» DATA FOR ANALYSIS
★ ★ ★

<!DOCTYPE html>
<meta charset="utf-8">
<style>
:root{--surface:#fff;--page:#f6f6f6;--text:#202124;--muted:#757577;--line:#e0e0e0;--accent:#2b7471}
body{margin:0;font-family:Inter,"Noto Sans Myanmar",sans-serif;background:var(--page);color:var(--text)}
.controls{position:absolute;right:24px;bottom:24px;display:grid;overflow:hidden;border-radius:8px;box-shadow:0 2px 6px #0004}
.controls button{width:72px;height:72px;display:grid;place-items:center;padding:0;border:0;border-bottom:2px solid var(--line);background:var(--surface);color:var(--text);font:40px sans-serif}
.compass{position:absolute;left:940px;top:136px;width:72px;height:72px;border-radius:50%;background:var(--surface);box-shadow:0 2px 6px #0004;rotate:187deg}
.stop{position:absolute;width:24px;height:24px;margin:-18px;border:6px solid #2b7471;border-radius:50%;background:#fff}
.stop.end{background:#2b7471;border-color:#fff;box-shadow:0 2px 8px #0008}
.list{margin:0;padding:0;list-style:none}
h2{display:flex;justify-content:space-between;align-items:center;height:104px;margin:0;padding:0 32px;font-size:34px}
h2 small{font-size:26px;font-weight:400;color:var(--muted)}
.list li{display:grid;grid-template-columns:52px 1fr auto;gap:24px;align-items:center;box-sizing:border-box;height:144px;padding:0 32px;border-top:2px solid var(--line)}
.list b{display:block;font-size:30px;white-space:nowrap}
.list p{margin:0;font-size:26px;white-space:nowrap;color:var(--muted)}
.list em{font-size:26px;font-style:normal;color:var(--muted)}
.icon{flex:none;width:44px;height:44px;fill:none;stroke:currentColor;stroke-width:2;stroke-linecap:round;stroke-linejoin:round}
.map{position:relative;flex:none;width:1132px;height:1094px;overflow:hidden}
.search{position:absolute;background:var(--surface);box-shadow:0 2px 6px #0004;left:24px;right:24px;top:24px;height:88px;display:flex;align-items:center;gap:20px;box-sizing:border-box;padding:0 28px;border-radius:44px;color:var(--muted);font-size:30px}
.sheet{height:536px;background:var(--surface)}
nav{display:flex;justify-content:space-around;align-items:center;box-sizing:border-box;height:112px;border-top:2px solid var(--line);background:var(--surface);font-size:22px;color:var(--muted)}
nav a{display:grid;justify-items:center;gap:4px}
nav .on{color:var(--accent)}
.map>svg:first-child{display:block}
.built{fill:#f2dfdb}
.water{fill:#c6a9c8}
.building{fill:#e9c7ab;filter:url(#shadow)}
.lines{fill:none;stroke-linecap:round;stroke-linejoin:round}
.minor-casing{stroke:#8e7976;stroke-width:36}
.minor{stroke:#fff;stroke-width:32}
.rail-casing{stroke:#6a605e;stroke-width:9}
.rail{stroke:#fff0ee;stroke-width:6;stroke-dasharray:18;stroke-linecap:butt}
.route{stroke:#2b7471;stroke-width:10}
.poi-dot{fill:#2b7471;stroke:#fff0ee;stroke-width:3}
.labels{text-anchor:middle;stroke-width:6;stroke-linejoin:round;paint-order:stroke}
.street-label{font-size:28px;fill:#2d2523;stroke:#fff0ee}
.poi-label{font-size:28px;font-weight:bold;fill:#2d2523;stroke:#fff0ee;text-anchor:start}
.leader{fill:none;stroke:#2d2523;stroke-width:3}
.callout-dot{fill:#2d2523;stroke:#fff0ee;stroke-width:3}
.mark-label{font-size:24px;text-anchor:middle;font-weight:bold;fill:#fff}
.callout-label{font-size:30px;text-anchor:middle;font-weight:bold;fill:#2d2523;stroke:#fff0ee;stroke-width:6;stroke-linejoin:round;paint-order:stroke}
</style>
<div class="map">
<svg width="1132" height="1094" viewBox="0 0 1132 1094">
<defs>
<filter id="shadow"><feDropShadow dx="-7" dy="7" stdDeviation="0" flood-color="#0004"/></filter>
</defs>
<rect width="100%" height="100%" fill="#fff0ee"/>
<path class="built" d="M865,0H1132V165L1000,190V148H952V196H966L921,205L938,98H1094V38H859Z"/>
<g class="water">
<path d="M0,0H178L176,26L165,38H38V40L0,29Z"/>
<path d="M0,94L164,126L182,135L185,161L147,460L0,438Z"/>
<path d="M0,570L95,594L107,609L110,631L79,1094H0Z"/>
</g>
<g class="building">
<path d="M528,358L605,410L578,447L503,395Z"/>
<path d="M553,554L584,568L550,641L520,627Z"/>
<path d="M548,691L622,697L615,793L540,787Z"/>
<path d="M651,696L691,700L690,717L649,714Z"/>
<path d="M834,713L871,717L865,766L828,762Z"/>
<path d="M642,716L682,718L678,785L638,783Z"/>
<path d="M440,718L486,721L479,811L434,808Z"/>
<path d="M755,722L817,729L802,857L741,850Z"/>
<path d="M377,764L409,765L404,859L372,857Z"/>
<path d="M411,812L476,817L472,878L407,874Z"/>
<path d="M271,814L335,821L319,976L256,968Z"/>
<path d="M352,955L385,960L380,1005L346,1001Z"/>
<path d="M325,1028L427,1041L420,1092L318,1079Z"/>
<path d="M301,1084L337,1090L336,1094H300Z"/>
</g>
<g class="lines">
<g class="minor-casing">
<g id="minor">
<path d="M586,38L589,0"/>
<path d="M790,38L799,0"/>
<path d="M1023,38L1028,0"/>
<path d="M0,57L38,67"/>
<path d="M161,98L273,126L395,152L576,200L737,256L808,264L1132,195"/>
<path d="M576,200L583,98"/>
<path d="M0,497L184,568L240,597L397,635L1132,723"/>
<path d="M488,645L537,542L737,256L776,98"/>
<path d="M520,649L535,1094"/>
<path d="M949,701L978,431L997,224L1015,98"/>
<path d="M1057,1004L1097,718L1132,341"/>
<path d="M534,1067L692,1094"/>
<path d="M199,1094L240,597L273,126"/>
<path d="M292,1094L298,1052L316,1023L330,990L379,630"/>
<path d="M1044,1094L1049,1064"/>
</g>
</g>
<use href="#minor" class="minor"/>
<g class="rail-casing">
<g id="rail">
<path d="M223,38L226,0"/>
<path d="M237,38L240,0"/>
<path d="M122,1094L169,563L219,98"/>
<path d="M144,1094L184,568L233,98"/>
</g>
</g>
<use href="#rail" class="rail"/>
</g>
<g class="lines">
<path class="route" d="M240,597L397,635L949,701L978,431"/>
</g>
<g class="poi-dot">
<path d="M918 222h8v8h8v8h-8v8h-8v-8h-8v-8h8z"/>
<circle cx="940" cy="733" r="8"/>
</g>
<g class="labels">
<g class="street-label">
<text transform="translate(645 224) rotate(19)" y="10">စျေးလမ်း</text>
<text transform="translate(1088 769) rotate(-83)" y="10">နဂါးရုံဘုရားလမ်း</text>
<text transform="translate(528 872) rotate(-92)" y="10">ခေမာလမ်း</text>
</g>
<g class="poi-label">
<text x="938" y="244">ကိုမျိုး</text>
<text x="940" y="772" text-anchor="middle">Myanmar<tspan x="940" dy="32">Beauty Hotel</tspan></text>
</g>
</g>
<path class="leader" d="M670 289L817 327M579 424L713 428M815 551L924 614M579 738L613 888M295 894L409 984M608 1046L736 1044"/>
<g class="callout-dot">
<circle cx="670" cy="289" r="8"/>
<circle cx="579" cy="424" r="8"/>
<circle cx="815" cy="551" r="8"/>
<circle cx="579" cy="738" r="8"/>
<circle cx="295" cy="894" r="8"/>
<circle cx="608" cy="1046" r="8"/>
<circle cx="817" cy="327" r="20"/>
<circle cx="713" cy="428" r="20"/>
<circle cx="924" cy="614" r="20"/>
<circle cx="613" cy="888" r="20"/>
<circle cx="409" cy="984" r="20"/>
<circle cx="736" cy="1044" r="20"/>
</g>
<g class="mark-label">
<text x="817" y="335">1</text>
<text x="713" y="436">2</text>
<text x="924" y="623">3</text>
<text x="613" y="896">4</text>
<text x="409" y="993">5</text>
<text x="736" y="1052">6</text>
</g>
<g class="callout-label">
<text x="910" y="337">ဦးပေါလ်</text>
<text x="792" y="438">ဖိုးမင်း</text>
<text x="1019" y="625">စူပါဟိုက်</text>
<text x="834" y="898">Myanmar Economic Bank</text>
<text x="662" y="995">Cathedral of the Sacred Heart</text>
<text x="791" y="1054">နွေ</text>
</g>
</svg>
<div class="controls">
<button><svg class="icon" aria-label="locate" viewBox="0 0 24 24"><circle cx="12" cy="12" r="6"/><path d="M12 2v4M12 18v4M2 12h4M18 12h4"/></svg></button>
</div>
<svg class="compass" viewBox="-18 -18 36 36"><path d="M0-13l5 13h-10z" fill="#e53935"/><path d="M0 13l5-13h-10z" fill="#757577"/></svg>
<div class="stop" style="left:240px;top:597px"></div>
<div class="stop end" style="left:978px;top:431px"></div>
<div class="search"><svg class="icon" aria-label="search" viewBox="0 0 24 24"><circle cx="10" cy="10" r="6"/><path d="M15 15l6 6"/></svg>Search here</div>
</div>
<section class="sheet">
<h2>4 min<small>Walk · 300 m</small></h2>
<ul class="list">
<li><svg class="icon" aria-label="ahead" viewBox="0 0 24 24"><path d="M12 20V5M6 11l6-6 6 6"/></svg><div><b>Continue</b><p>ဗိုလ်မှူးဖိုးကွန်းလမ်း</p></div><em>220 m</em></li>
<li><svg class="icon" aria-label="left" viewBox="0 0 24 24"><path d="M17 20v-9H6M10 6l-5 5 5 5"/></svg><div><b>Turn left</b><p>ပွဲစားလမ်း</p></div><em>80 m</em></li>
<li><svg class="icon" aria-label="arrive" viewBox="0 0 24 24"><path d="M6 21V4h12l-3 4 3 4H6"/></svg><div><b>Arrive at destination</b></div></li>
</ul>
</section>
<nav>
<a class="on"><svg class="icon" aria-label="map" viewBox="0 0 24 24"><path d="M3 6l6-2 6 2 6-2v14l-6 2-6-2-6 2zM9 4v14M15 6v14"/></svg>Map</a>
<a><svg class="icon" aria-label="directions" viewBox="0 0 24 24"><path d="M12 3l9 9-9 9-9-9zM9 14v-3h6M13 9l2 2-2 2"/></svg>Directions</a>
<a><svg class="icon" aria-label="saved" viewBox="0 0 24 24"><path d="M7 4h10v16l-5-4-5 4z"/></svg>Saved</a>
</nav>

★ ★ ★

» WHAT THE TASK REQUIRES
Check each line of the data above for the word "compass", then state how many lines have it. Give the number alone.

» RESULT FOR THIS EXERCISE
2